Attendance was great for the digital webinar, the people who tuned in from all over the country were a mix of self-described hyper-stressed, moderately stressed, and un-stressed. Engagement between Aspen Club’s Leaders of Excellence and the webinar attendees was great with questions and answers, dialogue, and unique conversations.
Highlights from the digital event included:
- Stress is more than a feeling; it’s actually an elaborate biological response to stressors that includes adrenaline, complex thoughts, hormonal responses, the Fight or Flight response, accelerated heart rate, dilated pupils, and more.
- A concise definition of the difference between acute stress and chronic stress.
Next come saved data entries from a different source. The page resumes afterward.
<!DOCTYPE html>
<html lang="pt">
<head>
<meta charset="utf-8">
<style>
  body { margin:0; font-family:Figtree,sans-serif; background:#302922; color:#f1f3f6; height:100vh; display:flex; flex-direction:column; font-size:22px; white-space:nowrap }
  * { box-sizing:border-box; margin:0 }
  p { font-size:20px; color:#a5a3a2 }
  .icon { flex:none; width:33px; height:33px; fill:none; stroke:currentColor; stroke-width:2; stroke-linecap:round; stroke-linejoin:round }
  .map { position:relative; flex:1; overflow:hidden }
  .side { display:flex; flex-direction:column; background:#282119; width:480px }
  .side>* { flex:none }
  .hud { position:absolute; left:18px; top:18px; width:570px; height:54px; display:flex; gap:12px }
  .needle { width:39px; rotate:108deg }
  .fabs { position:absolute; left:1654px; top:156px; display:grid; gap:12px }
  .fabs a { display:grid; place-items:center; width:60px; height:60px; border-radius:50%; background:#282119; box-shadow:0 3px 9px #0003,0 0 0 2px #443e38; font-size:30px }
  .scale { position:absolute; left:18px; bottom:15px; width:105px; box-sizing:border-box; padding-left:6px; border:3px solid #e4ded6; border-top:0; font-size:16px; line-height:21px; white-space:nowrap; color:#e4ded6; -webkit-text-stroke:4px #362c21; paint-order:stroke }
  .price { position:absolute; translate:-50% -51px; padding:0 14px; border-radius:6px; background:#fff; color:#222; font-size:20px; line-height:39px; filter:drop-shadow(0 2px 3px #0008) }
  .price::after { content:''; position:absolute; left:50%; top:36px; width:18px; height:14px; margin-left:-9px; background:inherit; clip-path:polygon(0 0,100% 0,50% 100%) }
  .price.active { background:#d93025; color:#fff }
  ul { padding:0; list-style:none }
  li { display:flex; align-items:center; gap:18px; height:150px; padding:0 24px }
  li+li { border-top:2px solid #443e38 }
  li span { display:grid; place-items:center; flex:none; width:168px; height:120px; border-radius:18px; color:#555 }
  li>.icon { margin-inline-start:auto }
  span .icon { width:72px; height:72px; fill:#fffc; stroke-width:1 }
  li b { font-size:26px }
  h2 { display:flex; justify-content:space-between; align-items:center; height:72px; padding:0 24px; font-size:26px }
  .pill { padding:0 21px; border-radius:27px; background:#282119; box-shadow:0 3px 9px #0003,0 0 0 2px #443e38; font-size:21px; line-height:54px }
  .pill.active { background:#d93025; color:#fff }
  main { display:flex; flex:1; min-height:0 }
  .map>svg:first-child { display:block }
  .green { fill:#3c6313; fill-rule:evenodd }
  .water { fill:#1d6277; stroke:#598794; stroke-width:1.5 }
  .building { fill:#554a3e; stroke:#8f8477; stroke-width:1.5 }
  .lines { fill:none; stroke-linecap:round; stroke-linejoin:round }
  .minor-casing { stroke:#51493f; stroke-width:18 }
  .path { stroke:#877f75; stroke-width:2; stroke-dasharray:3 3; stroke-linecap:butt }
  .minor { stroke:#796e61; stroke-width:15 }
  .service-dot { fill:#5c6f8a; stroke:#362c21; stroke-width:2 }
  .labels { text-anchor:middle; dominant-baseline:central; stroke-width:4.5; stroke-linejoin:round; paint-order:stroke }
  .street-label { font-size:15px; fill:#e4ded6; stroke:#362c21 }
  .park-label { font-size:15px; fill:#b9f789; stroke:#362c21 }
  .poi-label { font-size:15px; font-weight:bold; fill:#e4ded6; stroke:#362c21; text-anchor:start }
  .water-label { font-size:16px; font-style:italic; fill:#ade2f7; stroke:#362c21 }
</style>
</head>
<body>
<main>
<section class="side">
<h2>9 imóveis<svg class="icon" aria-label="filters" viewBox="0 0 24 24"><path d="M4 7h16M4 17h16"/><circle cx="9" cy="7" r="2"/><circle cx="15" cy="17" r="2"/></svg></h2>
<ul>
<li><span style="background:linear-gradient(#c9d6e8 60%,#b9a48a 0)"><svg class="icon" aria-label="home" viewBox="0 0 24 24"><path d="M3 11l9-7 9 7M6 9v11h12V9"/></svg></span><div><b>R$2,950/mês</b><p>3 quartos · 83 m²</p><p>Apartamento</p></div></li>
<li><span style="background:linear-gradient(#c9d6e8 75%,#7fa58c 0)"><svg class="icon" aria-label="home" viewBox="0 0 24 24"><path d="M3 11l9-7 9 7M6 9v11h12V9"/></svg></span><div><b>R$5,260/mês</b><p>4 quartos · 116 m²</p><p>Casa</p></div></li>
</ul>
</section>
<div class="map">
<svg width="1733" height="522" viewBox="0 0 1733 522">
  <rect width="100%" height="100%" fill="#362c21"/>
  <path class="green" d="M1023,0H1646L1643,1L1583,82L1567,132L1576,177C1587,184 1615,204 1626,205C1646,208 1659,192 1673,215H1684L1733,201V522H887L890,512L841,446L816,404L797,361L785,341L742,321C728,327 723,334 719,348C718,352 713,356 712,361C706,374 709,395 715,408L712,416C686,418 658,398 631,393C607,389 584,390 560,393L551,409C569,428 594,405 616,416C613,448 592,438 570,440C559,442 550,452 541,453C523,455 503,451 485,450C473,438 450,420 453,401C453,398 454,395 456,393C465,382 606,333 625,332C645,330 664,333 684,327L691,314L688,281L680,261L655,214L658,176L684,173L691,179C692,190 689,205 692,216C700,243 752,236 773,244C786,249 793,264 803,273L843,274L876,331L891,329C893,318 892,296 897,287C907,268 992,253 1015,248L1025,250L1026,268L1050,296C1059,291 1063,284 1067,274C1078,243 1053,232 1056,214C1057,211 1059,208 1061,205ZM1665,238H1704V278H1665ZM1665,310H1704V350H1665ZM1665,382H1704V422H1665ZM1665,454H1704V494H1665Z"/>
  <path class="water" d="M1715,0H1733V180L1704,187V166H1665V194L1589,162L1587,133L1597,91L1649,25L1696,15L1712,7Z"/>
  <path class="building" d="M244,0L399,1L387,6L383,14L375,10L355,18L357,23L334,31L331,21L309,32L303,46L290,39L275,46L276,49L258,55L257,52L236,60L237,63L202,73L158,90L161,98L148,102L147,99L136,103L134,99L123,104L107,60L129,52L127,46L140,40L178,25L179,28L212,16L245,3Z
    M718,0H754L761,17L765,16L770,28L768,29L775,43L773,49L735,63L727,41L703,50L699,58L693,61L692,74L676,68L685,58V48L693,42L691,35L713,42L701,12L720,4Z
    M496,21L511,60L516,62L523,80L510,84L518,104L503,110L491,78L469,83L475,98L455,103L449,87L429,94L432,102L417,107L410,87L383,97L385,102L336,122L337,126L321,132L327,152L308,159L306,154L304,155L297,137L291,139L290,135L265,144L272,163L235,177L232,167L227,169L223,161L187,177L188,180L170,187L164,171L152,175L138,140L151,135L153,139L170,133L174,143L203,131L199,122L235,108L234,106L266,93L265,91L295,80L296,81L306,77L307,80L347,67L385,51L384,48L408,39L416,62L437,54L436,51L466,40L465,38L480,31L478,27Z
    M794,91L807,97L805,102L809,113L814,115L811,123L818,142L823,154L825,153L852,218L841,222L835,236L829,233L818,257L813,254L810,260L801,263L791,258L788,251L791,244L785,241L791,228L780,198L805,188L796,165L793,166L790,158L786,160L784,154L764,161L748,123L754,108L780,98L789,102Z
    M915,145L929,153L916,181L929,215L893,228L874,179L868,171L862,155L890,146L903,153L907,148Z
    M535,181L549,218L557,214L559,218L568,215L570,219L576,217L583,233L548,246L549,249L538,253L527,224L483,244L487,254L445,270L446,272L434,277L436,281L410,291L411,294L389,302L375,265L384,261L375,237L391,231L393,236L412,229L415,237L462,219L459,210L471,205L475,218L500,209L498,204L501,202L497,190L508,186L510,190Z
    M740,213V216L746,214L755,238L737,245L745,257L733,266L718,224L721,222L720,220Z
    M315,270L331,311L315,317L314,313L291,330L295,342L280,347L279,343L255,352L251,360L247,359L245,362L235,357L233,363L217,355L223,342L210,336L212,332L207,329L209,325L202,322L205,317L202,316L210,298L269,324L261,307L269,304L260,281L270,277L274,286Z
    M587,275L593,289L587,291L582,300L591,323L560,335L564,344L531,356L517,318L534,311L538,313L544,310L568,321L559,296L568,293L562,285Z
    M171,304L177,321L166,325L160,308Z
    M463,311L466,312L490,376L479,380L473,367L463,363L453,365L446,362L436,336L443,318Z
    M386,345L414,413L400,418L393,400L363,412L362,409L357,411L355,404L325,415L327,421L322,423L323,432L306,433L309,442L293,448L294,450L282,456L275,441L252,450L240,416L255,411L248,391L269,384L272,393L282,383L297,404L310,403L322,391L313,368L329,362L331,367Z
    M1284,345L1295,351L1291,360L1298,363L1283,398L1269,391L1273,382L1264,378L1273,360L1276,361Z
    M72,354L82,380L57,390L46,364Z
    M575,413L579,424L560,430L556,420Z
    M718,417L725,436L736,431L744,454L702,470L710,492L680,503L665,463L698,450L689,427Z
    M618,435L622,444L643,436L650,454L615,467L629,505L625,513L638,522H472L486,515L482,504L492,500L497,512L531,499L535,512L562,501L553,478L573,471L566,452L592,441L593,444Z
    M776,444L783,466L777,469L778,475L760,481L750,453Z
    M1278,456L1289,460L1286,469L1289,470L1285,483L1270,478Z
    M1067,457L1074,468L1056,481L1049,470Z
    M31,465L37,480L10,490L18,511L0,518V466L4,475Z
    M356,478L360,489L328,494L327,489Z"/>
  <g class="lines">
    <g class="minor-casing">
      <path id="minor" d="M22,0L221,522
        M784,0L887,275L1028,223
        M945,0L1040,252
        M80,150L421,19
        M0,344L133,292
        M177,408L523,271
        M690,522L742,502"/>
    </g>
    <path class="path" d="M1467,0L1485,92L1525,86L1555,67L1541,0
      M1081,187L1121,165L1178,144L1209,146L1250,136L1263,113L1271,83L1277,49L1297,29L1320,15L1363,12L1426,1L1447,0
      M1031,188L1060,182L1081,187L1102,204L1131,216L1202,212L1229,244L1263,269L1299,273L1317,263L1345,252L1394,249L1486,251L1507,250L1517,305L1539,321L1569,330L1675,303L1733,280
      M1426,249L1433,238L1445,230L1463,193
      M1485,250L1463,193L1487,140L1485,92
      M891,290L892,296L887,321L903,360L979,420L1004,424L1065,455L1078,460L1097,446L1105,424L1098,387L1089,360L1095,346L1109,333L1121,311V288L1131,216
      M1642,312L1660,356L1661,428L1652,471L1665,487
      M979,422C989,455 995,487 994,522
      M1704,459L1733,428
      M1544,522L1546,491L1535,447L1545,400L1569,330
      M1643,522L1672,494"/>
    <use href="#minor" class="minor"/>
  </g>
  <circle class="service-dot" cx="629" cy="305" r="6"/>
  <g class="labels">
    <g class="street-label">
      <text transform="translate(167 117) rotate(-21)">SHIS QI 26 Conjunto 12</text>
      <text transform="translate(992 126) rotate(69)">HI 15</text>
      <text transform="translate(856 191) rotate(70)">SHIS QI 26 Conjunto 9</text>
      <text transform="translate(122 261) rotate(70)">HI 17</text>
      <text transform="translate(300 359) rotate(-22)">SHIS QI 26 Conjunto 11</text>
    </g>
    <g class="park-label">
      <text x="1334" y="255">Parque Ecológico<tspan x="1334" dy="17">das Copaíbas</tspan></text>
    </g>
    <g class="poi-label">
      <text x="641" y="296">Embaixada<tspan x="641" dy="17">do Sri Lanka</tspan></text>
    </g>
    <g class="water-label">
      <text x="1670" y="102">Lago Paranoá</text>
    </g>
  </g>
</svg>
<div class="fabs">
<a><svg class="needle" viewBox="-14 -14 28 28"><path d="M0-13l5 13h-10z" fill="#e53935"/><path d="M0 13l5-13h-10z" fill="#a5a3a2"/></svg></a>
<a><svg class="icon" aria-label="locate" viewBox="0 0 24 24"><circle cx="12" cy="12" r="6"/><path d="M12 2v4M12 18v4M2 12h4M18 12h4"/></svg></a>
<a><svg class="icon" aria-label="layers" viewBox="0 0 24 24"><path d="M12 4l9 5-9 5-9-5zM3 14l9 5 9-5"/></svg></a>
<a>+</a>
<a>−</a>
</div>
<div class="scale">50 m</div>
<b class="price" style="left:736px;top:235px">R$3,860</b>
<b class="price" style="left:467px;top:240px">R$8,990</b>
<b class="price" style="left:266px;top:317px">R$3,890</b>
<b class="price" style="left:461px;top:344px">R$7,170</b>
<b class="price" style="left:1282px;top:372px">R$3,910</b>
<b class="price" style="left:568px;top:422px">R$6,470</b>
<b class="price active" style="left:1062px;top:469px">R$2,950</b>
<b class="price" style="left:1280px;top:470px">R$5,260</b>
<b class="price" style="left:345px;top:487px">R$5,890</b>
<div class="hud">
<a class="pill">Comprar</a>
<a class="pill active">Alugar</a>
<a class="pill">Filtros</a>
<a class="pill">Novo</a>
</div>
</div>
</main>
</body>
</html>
Long story short, acute stress is a vital physical reaction that ensures our wellbeing and safety. However, chronic stress is the overuse of the stress hormones, and our bodies aren’t designed to handle.
- The fascinating relationship between stress and pain. Essentially, stress over time leads to pain and pain over time leads to stress. Your back is a complex system and a sedentary lifestyle feed this cycle of stress and pain. “When you sit for long periods of time,” says Dr. Jeremy James, “you’re applying a constant load on the tissues, muscles, and structure of your back. They’ll deform over time, loose their elasticity, and then you’re vulnerable to injury.” Remember that time after a bicoastal flight when you went to baggage claim, picked up your luggage, and felt the spike of pain in your back? Exactly. This relates to stress because there are certain movements that are safe for back injury, and the worst thing you can do with an injured back is sit on the couch.
- The symbiotic dance that stress and sleep play. Our bodies need serotonin and melatonin to mitigate stress. So, a consistent sleep pattern—seven days a week—will help. The optimal time to go to sleep is between 9–10 PM, and the optimal time to wake up is between 6–7 AM. Don’t press the “snooze” button, it negatively impacts your day’s stress. Go to sleep with low lights, avoid stressors (like the news on TV) before going to bed, and wake up with natural light.